» **The input**:
───
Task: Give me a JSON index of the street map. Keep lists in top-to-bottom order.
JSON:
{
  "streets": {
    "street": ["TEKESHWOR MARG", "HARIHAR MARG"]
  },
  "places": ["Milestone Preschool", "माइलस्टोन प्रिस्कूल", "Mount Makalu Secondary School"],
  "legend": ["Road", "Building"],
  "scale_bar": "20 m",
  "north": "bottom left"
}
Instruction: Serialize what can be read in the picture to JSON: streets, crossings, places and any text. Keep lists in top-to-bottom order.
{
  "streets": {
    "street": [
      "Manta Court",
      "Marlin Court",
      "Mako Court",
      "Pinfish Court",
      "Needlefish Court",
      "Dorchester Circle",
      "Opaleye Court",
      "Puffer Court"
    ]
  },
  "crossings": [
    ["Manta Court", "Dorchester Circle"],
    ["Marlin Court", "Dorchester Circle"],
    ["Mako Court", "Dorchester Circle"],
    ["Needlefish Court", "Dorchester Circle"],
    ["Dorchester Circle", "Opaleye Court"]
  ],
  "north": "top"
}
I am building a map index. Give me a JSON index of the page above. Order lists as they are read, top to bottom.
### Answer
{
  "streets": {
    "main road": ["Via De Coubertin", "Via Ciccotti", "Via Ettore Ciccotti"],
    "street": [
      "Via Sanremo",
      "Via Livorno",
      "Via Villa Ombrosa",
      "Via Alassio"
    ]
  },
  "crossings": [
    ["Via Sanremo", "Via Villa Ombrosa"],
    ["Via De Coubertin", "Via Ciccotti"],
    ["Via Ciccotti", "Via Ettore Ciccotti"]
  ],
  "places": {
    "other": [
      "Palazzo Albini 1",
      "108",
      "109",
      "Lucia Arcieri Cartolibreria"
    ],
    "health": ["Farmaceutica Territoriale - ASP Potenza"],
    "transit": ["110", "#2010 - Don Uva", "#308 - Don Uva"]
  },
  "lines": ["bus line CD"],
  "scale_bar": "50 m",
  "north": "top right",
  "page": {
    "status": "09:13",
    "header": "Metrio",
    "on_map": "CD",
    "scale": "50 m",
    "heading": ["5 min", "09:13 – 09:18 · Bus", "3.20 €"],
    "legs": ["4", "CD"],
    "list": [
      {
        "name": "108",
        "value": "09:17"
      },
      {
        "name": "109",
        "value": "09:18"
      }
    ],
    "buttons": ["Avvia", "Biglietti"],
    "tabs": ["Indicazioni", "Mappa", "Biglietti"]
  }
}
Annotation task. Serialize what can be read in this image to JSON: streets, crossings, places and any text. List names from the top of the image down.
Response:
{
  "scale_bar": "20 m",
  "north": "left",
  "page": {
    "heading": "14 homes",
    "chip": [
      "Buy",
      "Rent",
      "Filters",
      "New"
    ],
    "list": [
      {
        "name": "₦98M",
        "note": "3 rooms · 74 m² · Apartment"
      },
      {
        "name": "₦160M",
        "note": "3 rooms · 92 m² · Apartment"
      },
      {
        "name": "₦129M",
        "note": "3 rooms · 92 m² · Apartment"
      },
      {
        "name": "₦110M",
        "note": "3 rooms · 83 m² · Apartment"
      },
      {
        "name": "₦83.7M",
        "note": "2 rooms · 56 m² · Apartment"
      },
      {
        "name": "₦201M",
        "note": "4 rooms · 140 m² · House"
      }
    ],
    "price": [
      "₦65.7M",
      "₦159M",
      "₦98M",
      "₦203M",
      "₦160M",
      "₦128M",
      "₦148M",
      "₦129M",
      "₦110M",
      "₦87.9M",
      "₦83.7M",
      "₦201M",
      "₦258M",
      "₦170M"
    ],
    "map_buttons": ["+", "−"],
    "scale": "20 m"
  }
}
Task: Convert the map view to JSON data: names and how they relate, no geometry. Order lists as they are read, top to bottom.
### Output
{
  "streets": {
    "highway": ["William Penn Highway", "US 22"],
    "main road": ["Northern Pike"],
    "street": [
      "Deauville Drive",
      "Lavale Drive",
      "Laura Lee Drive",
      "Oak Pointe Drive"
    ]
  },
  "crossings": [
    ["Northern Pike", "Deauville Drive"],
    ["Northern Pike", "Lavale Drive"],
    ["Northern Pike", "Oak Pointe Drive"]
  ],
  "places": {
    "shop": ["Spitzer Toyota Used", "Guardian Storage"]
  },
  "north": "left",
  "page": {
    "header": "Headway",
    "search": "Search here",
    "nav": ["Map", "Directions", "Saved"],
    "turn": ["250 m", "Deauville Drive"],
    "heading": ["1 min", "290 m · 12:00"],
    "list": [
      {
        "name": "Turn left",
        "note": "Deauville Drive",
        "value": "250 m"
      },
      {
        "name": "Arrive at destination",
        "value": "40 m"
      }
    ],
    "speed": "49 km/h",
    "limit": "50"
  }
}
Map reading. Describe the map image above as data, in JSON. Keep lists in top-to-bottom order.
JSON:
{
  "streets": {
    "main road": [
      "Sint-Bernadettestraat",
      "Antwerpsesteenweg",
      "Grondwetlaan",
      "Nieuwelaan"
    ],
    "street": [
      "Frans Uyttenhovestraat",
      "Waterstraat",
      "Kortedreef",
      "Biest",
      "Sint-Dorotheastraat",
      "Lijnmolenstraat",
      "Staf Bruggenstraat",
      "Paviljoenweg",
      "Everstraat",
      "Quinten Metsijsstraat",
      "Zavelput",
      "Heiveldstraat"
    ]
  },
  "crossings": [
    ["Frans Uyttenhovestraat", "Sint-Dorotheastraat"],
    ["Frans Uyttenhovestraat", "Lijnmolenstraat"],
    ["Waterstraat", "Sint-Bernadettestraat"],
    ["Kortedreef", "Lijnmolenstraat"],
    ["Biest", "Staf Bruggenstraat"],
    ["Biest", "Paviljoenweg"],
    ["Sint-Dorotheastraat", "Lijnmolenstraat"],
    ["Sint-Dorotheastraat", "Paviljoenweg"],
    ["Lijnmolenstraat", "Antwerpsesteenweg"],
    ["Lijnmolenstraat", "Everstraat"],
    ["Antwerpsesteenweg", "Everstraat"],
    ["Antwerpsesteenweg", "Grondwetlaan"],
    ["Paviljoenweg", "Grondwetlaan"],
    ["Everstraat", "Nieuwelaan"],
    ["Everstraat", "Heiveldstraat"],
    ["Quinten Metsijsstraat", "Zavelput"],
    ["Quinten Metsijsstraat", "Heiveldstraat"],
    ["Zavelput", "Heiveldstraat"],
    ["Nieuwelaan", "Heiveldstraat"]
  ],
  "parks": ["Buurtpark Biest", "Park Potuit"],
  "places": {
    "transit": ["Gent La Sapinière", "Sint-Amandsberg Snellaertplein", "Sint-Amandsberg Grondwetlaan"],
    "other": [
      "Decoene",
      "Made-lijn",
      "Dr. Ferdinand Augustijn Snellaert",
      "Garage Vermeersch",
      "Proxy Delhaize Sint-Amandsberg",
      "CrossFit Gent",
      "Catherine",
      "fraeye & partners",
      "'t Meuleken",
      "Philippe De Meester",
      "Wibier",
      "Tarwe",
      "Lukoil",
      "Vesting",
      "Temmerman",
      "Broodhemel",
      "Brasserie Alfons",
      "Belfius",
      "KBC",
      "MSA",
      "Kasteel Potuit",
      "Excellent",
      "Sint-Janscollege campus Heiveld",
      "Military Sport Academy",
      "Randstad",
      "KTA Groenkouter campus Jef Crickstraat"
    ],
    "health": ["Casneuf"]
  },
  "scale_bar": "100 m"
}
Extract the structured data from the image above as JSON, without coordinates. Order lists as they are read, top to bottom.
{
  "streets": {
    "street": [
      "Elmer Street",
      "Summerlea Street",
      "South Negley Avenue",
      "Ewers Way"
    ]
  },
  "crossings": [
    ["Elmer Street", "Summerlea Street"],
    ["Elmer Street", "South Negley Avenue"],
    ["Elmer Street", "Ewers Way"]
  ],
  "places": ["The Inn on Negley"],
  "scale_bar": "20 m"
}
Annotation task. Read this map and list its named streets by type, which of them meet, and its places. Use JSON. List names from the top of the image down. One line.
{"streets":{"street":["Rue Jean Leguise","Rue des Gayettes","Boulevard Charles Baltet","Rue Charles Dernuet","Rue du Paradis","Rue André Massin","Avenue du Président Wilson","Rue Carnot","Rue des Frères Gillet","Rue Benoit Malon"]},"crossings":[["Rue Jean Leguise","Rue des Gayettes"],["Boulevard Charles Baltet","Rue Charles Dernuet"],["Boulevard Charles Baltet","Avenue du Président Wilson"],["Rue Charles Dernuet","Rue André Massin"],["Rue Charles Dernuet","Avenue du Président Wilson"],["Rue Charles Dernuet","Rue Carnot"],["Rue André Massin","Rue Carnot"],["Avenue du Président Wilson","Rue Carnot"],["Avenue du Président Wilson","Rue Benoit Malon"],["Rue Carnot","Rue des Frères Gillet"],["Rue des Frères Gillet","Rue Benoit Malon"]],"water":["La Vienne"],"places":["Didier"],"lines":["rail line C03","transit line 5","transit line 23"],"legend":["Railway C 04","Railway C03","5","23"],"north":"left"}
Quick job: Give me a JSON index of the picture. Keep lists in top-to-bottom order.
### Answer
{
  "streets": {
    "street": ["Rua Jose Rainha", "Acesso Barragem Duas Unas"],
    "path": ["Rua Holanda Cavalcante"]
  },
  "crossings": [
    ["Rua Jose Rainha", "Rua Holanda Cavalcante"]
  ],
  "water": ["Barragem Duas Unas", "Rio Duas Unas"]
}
───
» **Exercise objective**: Wherever the word "Ciccotti" appears in the records above, copy that line.

» **Task output**:
    "main road": ["Via De Coubertin", "Via Ciccotti", "Via Ettore Ciccotti"],
    ["Via De Coubertin", "Via Ciccotti"],
    ["Via Ciccotti", "Via Ettore Ciccotti"]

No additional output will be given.